|This gentleman has a god problem|
I try to be objective about how I view the world. I'm an American, but I refuse to fall victim to the knee-jerk assumption of American goodness and generosity so typically present under the rubric of "American Exceptionalism". I try to be cognizant of events in which America is the bad guy, using her military and economic power to unduly support some nations and regimes while punishing others. I understand Palestinian resistance in the face of a brutal Israeli occupation, and while I hate to see Americans harmed, when we choose to attack, invade or occupy other nations, it is more than just their right, it is their obligation as citizens to resist that attack or occupation. And no matter how carefully I think about it, it's very hard for me to perceive a moral difference between blowing up a house full of people with a suicide belt, a truck bomb or a drone-launched Hellfire missile. If one is terrorism, then they all must be.

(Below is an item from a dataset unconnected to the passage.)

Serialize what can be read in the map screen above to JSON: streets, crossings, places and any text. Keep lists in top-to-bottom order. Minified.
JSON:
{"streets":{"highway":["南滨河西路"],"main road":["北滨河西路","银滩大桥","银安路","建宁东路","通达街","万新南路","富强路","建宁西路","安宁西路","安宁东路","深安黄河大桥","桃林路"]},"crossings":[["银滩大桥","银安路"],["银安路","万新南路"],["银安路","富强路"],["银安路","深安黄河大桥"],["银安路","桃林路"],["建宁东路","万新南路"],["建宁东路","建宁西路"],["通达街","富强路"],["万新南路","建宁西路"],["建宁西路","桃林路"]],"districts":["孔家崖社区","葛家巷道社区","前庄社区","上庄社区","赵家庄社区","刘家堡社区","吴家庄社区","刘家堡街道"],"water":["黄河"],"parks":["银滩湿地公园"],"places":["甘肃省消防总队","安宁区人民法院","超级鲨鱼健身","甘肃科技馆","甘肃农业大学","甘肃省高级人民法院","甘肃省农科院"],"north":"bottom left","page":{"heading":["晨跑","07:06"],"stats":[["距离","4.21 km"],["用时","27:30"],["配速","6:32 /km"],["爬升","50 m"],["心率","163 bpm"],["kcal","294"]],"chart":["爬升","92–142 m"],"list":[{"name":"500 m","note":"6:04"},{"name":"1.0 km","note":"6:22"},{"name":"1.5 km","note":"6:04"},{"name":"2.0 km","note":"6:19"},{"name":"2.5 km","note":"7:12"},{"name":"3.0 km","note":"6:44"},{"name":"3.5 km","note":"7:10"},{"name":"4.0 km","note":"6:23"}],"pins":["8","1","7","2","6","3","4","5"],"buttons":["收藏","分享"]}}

But in order to gain my understanding, or even my sympathy, these acts of violent resistance have to be premised on some kind of rational basis - if they are just more slaughter for the sake of human brutality or tribal hatred, they are as evil as any other act of mindless violence, and are to be roundly condemned on the same basis. Which brings us to the attacks on American people and installations, driven, at least so some degree, by a perceived insult of the "Prophet" of their mythology. Honestly - killing real people in 2012 because someone somewhere on the planet might have insulted your fucking PROPHET? The idiocy is mind boggling.
Religious mythology is a toxic tool of intimidation and control, a source of uncompromising power rooted in a course of indoctrination that begins before birth and always includes threats of the most horrific punishments for straying from the flock. Indeed, no religious mythology can stand up to even the most cursory scrutiny, so anything that might lead to simple questions about these fantastic claims must be precluded. Viewed in this light, complete intolerance for mockery is understandable as an important strategic method for preventing uncomfortable independent thinking. Even to the extent that it makes the given supreme being look petty and weak for its thin skin and lack of self-confidence, it is still preferable as a construct because it focuses on the evil 'others' rather than the flaws in the creation tale itself.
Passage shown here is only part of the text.